┌─ DATA FOR THIS TASK
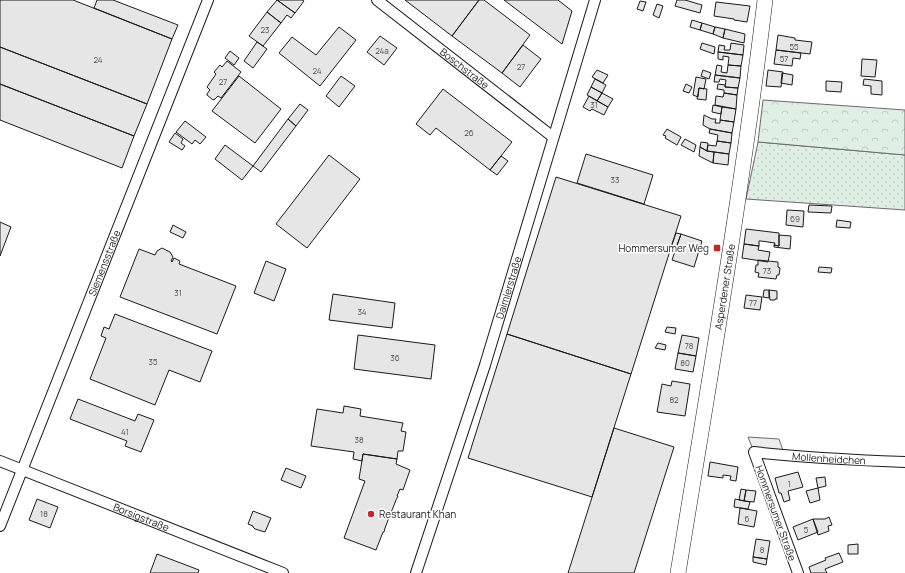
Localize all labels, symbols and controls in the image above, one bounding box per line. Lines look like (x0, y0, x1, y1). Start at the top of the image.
house number: 23 (261, 24, 269, 35)
house number: 55 (789, 41, 799, 52)
house number: 24a (375, 45, 389, 56)
street label: Boschstraße (437, 45, 492, 92)
house number: 57 (780, 53, 788, 64)
house number: 24 (93, 54, 103, 65)
house number: 27 (517, 61, 525, 72)
house number: 24 (312, 65, 322, 76)
house number: 27 (219, 76, 227, 87)
house number: 31 (590, 99, 598, 110)
house number: 26 (464, 127, 474, 138)
house number: 33 (611, 174, 619, 185)
house number: 69 (790, 213, 800, 224)
street label: Siemensstraße (85, 228, 123, 298)
place label: Hommersumer Weg (618, 241, 709, 255)
street label: Asperdener Straße (711, 243, 738, 331)
marker: Hommersumer Weg (712, 243, 722, 253)
street label: Daimlerstraße (492, 254, 524, 321)
house number: 73 (763, 265, 771, 276)
house number: 31 (174, 287, 182, 298)
house number: 77 (749, 297, 757, 308)
house number: 34 (357, 306, 367, 317)
house number: 78 (685, 340, 694, 351)
house number: 36 (390, 352, 400, 363)
house number: 35 (148, 356, 158, 367)
house number: 80 (680, 357, 690, 368)
house number: 82 (669, 394, 679, 405)
house number: 41 (121, 426, 129, 437)
house number: 38 (354, 434, 364, 445)
street label: Mollenheidchen (792, 449, 866, 467)
street label: Hommersumer Straße (752, 463, 800, 563)
house number: 1 (787, 478, 791, 489)
street label: Borsigstraße (111, 500, 172, 534)
place label: Restaurant Khan (379, 507, 456, 521)
house number: 18 (40, 508, 48, 519)
marker: Restaurant Khan (366, 509, 376, 519)
house number: 6 (745, 513, 750, 524)
house number: 5 (804, 524, 809, 535)
house number: 8 (760, 544, 765, 555)

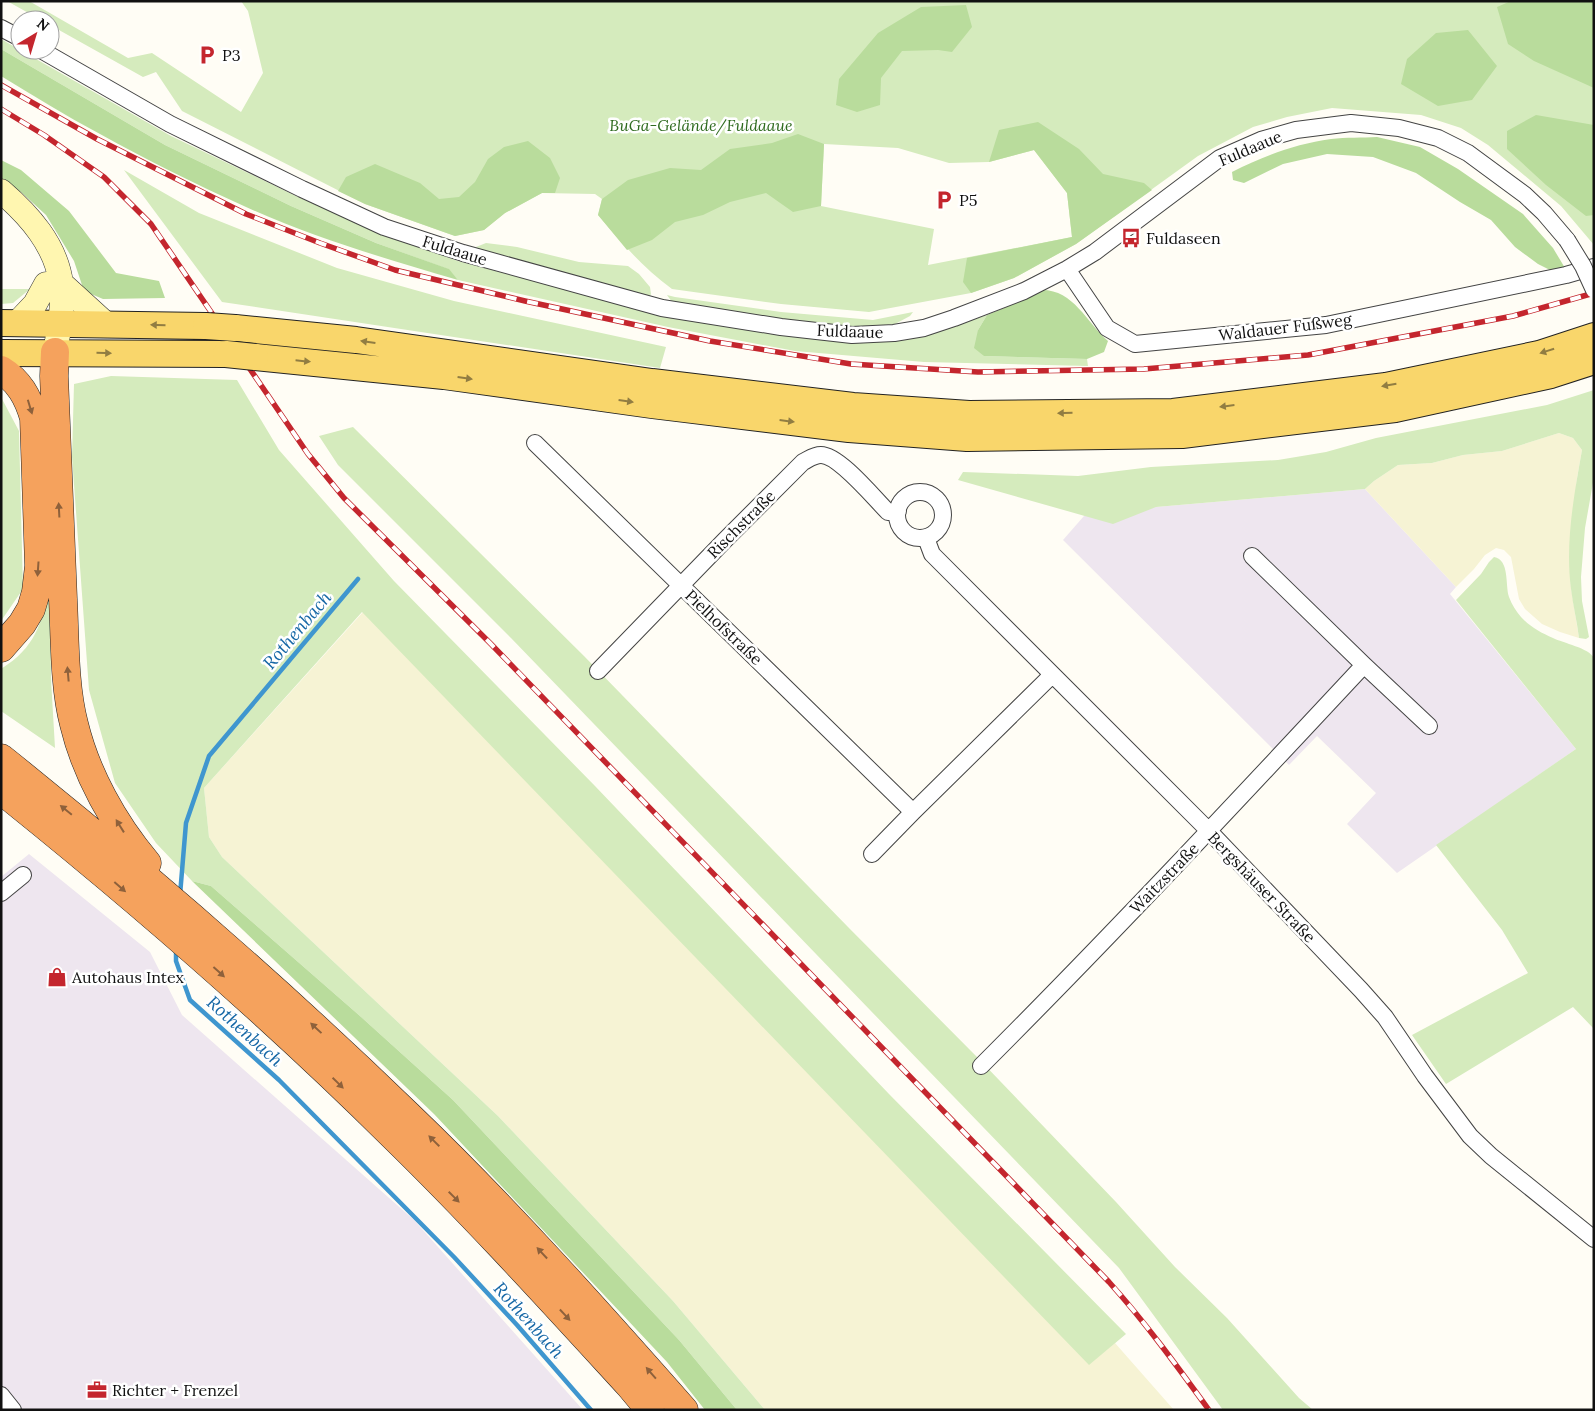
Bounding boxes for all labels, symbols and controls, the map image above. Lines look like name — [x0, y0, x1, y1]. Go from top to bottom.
north arrow — [10, 10, 60, 60]
text: N — [33, 14, 53, 35]
parking icon: P3 — [196, 44, 218, 66]
place label: P3 — [222, 45, 241, 65]
park label: BuGa-Gelände/Fuldaaue — [609, 115, 793, 136]
street label: Fuldaaue — [1215, 126, 1285, 170]
parking icon: P5 — [933, 189, 955, 211]
place label: P5 — [959, 190, 977, 210]
bus stop icon: Fuldaseen — [1120, 227, 1142, 249]
place label: Fuldaseen — [1146, 228, 1221, 248]
street label: Fuldaaue — [420, 231, 490, 269]
street label: Waldauer Fußweg — [1217, 309, 1354, 345]
street label: Fuldaaue — [816, 320, 884, 342]
one-way arrow — [149, 321, 165, 329]
one-way arrow — [359, 338, 375, 346]
one-way arrow — [1540, 348, 1555, 356]
one-way arrow — [96, 349, 112, 357]
one-way arrow — [295, 358, 311, 366]
one-way arrow — [457, 375, 473, 383]
one-way arrow — [1380, 382, 1396, 390]
one-way arrow — [618, 397, 634, 405]
one-way arrow — [27, 400, 35, 415]
one-way arrow — [1219, 402, 1235, 410]
one-way arrow — [1057, 409, 1073, 417]
one-way arrow — [779, 417, 795, 425]
street label: Rischstraße — [703, 485, 780, 562]
one-way arrow — [55, 502, 63, 518]
one-way arrow — [34, 561, 42, 577]
street label: Pielhofstraße — [681, 585, 767, 669]
water label: Rothenbach — [258, 586, 337, 674]
one-way arrow — [63, 666, 71, 682]
one-way arrow — [60, 805, 73, 816]
one-way arrow — [115, 819, 124, 832]
street label: Bergshäuser Straße — [1204, 828, 1320, 947]
street label: Waitzstraße — [1125, 838, 1203, 918]
one-way arrow — [113, 882, 126, 893]
shop icon: Autohaus Intex — [46, 966, 68, 988]
one-way arrow — [212, 966, 224, 978]
place label: Autohaus Intex — [71, 967, 185, 987]
water label: Rothenbach — [202, 991, 288, 1072]
one-way arrow — [311, 1022, 323, 1034]
one-way arrow — [331, 1077, 343, 1089]
one-way arrow — [428, 1135, 440, 1147]
one-way arrow — [447, 1190, 459, 1202]
one-way arrow — [536, 1248, 548, 1260]
water label: Rothenbach — [489, 1277, 570, 1363]
one-way arrow — [559, 1309, 571, 1321]
one-way arrow — [646, 1367, 657, 1380]
office icon: Richter + Frenzel — [86, 1379, 108, 1401]
place label: Richter + Frenzel — [112, 1380, 238, 1400]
└─
- WHAT IS BEING ASKED
Once the pictures are set aside, repeat each entry exactly as it stands.

- ANSWER SPACE
Localize all labels, symbols and controls in the image above, one bounding box per line. Lines look like (x0, y0, x1, y1). Start at the top of the image.
house number: 23 (261, 24, 269, 35)
house number: 55 (789, 41, 799, 52)
house number: 24a (375, 45, 389, 56)
street label: Boschstraße (437, 45, 492, 92)
house number: 57 (780, 53, 788, 64)
house number: 24 (93, 54, 103, 65)
house number: 27 (517, 61, 525, 72)
house number: 24 (312, 65, 322, 76)
house number: 27 (219, 76, 227, 87)
house number: 31 (590, 99, 598, 110)
house number: 26 (464, 127, 474, 138)
house number: 33 (611, 174, 619, 185)
house number: 69 (790, 213, 800, 224)
street label: Siemensstraße (85, 228, 123, 298)
place label: Hommersumer Weg (618, 241, 709, 255)
street label: Asperdener Straße (711, 243, 738, 331)
marker: Hommersumer Weg (712, 243, 722, 253)
street label: Daimlerstraße (492, 254, 524, 321)
house number: 73 (763, 265, 771, 276)
house number: 31 (174, 287, 182, 298)
house number: 77 (749, 297, 757, 308)
house number: 34 (357, 306, 367, 317)
house number: 78 (685, 340, 694, 351)
house number: 36 (390, 352, 400, 363)
house number: 35 (148, 356, 158, 367)
house number: 80 (680, 357, 690, 368)
house number: 82 (669, 394, 679, 405)
house number: 41 (121, 426, 129, 437)
house number: 38 (354, 434, 364, 445)
street label: Mollenheidchen (792, 449, 866, 467)
street label: Hommersumer Straße (752, 463, 800, 563)
house number: 1 (787, 478, 791, 489)
street label: Borsigstraße (111, 500, 172, 534)
place label: Restaurant Khan (379, 507, 456, 521)
house number: 18 (40, 508, 48, 519)
marker: Restaurant Khan (366, 509, 376, 519)
house number: 6 (745, 513, 750, 524)
house number: 5 (804, 524, 809, 535)
house number: 8 (760, 544, 765, 555)

Bounding boxes for all labels, symbols and controls, the map image above. Lines look like name — [x0, y0, x1, y1]. Go from top to bottom.
north arrow — [10, 10, 60, 60]
text: N — [33, 14, 53, 35]
parking icon: P3 — [196, 44, 218, 66]
place label: P3 — [222, 45, 241, 65]
park label: BuGa-Gelände/Fuldaaue — [609, 115, 793, 136]
street label: Fuldaaue — [1215, 126, 1285, 170]
parking icon: P5 — [933, 189, 955, 211]
place label: P5 — [959, 190, 977, 210]
bus stop icon: Fuldaseen — [1120, 227, 1142, 249]
place label: Fuldaseen — [1146, 228, 1221, 248]
street label: Fuldaaue — [420, 231, 490, 269]
street label: Waldauer Fußweg — [1217, 309, 1354, 345]
street label: Fuldaaue — [816, 320, 884, 342]
one-way arrow — [149, 321, 165, 329]
one-way arrow — [359, 338, 375, 346]
one-way arrow — [1540, 348, 1555, 356]
one-way arrow — [96, 349, 112, 357]
one-way arrow — [295, 358, 311, 366]
one-way arrow — [457, 375, 473, 383]
one-way arrow — [1380, 382, 1396, 390]
one-way arrow — [618, 397, 634, 405]
one-way arrow — [27, 400, 35, 415]
one-way arrow — [1219, 402, 1235, 410]
one-way arrow — [1057, 409, 1073, 417]
one-way arrow — [779, 417, 795, 425]
street label: Rischstraße — [703, 485, 780, 562]
one-way arrow — [55, 502, 63, 518]
one-way arrow — [34, 561, 42, 577]
street label: Pielhofstraße — [681, 585, 767, 669]
water label: Rothenbach — [258, 586, 337, 674]
one-way arrow — [63, 666, 71, 682]
one-way arrow — [60, 805, 73, 816]
one-way arrow — [115, 819, 124, 832]
street label: Bergshäuser Straße — [1204, 828, 1320, 947]
street label: Waitzstraße — [1125, 838, 1203, 918]
one-way arrow — [113, 882, 126, 893]
shop icon: Autohaus Intex — [46, 966, 68, 988]
one-way arrow — [212, 966, 224, 978]
place label: Autohaus Intex — [71, 967, 185, 987]
water label: Rothenbach — [202, 991, 288, 1072]
one-way arrow — [311, 1022, 323, 1034]
one-way arrow — [331, 1077, 343, 1089]
one-way arrow — [428, 1135, 440, 1147]
one-way arrow — [447, 1190, 459, 1202]
one-way arrow — [536, 1248, 548, 1260]
water label: Rothenbach — [489, 1277, 570, 1363]
one-way arrow — [559, 1309, 571, 1321]
one-way arrow — [646, 1367, 657, 1380]
office icon: Richter + Frenzel — [86, 1379, 108, 1401]
place label: Richter + Frenzel — [112, 1380, 238, 1400]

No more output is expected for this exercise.